Две индифферентные пули пролетели мимо – одна ударилась о крыло пролетки и, сплющенная, упала на землю, другая зарылась в шину, зато остальные три, пышущие злобой и местью, шлепнулись с каким-то злорадством в его округлый, любовно взращенный им живот и произвели там страшное опустошение.
Лапшев умирал.
– За что, за что, ваше превосходительство?!
Вопрошаемый градоначальник, упитанный мужчина в генеральском мундире, стоял у его изголовья. Он чувствовал какую-то неловкость вблизи этого умирающего человека и старался не глядеть на него.
В ответ на причитания Лапшева он бормотал что-то вроде:
– Ну, успокойтесь, я доложу о вас, и вас обязательно представят. – Бормоча, он в то же время думал: «А что, если и меня также… того?…»

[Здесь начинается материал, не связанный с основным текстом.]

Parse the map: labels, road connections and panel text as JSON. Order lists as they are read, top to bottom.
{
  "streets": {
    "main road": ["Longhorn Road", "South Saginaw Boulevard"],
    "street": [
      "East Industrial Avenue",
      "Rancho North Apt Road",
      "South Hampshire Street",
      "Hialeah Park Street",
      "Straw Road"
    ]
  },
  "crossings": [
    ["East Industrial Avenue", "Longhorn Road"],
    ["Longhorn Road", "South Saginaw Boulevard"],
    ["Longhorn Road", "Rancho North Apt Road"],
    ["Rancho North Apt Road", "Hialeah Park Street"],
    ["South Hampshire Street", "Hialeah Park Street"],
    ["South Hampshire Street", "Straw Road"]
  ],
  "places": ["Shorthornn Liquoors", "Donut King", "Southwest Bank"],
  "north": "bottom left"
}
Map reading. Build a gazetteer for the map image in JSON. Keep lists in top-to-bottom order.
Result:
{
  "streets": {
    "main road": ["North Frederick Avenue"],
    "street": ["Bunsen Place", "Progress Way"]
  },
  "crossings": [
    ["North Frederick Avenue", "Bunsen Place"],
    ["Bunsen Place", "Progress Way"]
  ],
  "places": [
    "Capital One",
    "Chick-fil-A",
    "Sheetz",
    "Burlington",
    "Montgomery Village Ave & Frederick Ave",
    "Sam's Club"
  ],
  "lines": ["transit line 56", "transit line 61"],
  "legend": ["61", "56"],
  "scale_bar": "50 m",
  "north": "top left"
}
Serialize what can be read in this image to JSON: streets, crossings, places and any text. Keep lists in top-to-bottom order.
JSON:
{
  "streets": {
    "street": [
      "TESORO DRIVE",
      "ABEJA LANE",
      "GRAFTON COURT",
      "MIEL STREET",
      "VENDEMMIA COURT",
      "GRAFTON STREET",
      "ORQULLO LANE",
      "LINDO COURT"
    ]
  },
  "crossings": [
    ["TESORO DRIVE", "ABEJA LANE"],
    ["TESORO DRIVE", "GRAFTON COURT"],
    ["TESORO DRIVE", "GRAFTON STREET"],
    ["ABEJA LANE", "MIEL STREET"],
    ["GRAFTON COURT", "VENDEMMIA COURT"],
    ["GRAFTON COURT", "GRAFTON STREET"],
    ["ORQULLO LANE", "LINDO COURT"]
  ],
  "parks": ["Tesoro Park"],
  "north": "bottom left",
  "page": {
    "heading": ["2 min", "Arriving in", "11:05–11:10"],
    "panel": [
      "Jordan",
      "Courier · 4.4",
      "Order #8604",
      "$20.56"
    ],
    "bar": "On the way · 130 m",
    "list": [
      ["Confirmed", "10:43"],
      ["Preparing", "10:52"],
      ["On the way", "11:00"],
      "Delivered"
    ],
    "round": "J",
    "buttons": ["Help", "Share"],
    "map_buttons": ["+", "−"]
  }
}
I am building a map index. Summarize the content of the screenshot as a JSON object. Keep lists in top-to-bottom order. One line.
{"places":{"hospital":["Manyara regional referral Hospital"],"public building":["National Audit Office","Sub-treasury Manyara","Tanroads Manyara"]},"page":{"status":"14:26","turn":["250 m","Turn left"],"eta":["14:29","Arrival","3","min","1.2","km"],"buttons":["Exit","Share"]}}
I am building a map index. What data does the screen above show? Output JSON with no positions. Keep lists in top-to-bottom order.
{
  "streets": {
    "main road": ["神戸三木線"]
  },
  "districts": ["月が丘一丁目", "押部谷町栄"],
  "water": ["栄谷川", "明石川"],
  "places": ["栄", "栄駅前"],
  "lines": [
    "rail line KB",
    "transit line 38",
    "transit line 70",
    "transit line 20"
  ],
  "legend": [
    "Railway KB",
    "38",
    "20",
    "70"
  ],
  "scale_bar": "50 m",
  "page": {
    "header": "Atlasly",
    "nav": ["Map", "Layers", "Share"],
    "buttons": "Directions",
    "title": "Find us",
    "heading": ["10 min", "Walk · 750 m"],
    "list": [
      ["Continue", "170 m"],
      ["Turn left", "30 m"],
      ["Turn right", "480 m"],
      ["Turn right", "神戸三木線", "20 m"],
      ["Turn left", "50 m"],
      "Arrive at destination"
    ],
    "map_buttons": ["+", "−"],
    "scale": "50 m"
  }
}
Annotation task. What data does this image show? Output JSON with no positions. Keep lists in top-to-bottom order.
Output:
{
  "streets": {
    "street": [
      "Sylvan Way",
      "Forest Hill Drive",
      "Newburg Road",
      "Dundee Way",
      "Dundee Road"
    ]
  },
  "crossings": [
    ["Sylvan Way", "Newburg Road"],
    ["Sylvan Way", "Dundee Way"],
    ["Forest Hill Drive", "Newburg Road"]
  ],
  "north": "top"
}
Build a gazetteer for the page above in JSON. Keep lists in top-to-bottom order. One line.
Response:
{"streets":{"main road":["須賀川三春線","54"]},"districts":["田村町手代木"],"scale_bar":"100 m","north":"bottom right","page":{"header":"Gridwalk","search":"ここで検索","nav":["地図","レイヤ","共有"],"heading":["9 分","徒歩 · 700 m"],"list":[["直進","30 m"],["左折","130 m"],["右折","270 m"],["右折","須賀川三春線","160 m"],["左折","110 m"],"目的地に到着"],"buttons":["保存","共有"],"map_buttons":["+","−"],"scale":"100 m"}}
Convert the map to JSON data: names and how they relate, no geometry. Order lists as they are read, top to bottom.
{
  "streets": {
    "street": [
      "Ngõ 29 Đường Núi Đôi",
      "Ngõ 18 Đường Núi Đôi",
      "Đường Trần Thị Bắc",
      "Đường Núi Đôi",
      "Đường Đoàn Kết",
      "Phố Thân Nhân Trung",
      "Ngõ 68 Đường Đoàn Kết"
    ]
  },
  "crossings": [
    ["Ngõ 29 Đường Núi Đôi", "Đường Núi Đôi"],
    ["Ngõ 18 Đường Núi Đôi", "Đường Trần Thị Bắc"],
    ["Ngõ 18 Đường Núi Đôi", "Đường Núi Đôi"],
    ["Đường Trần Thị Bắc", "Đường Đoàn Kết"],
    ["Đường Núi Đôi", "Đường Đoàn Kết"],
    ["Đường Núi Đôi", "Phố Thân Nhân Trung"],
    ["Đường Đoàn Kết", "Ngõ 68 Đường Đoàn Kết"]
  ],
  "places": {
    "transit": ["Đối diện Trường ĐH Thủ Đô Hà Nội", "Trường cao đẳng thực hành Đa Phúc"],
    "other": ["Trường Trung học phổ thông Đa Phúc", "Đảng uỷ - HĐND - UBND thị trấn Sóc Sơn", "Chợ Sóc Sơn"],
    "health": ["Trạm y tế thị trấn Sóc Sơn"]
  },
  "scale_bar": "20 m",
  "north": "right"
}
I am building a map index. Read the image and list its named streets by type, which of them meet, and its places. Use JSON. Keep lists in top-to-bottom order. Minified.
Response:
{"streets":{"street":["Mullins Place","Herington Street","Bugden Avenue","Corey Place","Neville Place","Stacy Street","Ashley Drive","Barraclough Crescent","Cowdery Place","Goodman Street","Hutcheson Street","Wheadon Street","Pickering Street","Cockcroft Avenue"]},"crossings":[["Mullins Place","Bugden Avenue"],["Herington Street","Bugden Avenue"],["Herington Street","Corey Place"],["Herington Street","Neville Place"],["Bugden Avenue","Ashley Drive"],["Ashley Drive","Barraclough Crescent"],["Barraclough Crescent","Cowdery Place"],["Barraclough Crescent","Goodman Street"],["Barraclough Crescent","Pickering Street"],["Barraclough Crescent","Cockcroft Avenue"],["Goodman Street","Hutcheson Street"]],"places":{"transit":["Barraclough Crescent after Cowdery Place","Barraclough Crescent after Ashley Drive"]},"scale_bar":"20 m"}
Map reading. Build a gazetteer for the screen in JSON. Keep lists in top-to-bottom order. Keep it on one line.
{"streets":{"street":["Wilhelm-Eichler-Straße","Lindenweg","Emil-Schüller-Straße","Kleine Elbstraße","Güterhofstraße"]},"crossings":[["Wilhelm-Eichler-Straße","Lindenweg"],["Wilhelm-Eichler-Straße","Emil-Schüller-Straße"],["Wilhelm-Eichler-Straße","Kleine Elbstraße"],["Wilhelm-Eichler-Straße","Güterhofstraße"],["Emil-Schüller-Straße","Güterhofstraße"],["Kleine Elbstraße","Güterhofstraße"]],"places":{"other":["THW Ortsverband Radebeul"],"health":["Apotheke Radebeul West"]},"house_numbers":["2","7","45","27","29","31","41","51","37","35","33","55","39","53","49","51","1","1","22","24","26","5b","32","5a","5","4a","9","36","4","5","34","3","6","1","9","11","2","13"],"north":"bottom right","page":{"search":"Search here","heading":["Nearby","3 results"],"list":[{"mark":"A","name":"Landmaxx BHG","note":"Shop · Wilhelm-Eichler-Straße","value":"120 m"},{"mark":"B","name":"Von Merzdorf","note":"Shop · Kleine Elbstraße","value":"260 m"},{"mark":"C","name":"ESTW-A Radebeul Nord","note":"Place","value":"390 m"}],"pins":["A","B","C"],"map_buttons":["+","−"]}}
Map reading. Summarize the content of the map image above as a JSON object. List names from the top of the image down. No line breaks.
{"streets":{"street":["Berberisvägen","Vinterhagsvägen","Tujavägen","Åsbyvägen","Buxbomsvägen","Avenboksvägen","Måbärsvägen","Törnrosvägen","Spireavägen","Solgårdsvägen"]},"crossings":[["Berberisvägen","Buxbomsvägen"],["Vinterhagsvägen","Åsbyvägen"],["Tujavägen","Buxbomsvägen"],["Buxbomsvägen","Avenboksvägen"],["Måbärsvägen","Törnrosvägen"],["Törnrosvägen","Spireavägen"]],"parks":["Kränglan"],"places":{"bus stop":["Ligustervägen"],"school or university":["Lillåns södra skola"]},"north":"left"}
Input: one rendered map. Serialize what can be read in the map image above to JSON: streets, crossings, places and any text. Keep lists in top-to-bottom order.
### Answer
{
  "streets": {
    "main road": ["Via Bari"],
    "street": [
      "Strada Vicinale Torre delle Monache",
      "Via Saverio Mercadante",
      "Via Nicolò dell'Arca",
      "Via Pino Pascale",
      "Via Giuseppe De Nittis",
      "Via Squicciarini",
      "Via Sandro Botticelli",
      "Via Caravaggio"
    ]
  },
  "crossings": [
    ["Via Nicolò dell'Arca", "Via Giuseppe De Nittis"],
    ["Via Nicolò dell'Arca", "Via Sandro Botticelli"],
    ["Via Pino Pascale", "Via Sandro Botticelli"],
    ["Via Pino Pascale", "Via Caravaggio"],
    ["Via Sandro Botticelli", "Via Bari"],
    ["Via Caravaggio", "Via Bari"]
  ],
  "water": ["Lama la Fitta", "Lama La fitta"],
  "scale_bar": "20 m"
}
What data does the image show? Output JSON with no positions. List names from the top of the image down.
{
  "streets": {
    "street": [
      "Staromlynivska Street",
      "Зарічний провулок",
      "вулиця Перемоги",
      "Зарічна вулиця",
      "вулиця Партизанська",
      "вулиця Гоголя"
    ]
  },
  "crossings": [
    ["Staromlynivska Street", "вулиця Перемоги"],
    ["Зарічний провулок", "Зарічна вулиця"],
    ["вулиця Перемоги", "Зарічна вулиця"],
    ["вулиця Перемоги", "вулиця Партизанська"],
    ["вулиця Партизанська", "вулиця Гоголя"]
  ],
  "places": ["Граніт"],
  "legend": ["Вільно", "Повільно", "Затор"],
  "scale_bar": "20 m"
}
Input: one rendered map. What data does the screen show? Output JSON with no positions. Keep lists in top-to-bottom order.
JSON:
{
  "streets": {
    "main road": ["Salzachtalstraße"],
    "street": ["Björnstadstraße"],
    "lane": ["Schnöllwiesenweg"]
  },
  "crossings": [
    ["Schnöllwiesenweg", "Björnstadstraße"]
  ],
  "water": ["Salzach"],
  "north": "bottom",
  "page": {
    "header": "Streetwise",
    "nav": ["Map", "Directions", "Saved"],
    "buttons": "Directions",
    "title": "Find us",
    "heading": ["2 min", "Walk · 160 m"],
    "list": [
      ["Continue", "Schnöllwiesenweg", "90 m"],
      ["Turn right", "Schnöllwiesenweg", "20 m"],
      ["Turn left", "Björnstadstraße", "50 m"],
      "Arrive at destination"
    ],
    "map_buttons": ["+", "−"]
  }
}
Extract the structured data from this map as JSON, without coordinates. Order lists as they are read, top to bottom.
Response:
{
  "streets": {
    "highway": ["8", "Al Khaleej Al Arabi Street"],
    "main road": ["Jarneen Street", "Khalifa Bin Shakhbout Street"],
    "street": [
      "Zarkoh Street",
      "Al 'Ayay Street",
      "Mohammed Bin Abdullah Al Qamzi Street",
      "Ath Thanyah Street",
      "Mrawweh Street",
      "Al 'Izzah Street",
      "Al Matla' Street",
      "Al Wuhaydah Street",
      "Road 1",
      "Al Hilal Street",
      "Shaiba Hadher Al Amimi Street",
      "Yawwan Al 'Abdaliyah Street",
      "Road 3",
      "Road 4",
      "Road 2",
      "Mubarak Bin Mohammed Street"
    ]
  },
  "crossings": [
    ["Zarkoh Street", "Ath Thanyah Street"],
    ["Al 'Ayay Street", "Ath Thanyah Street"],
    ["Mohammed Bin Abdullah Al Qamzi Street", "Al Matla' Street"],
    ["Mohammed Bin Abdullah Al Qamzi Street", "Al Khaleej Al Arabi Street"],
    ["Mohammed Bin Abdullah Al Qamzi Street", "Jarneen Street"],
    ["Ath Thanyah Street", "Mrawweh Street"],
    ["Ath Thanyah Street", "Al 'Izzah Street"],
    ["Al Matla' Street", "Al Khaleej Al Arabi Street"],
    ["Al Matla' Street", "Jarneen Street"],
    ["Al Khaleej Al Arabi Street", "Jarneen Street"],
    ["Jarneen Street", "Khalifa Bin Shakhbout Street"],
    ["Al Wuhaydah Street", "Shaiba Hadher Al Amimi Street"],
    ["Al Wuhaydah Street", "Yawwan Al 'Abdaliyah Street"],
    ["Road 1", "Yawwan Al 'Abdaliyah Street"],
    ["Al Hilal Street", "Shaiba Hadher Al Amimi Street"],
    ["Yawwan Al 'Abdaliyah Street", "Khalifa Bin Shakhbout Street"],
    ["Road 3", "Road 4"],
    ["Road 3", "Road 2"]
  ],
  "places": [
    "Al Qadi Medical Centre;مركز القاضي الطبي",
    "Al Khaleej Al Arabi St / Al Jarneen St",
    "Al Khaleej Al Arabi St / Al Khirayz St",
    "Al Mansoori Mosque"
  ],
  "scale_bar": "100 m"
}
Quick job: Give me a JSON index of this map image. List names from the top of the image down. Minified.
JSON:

Из-за широкой спины его выглядывал, вытянув длинную шею, словно желая выскочить из узкого мундира, глистоподобный Аполлон Иванович Шесть – чиновник особых поручений. Пьяные глаза его с любопытством оглядывали пристава.
В ногах умирающего стояла жена его – Иллиодора Трофимовна, смазливая, осчастливленная мещаночка с бойкими, но в данный момент скромно потупленными грустными глазами. На длинных ресницах ее трепетали две слезинки и, несмотря на все усилия ее, не могли скатиться. А в широко раскрытых дверях толпились несколько околоточных, хмурые и озлобленные, агенты, вестовой и прислуга.
Околоточные вдруг расступились и пропустили брандмайора. Стройный, точно в корсет затянутый, красномордый, напомаженный, он вошел мягко, поблескивая своими лакированными ботфортами и каской, которую держал в правой руке на отлете.
На середине комнаты он остановился, крепко прижал каску к груди и почтительно поклонился градоначальнику, после чего ловко поймал поданную ему пухлую руку и так же почтительно пожал ее. Он затем пожал руку вдове и чиновнику и, едва касаясь ковра ботфортами, подошел к постели. Лапшев улыбнулся ему печальной улыбкой. Он продолжал играть.
– Поглядите, что они со мной сделали! Ловко обработали!.. А?! – простонал Лапшев.
Жирные губы его при этом и подбородок запрыгали. Лапшев знал, что он должен умереть, но он не хотел умирать.
И как умирать, когда лишь теперь начиналась его настоящая жизнь?! Его ожидало столько радостей, удовольствий!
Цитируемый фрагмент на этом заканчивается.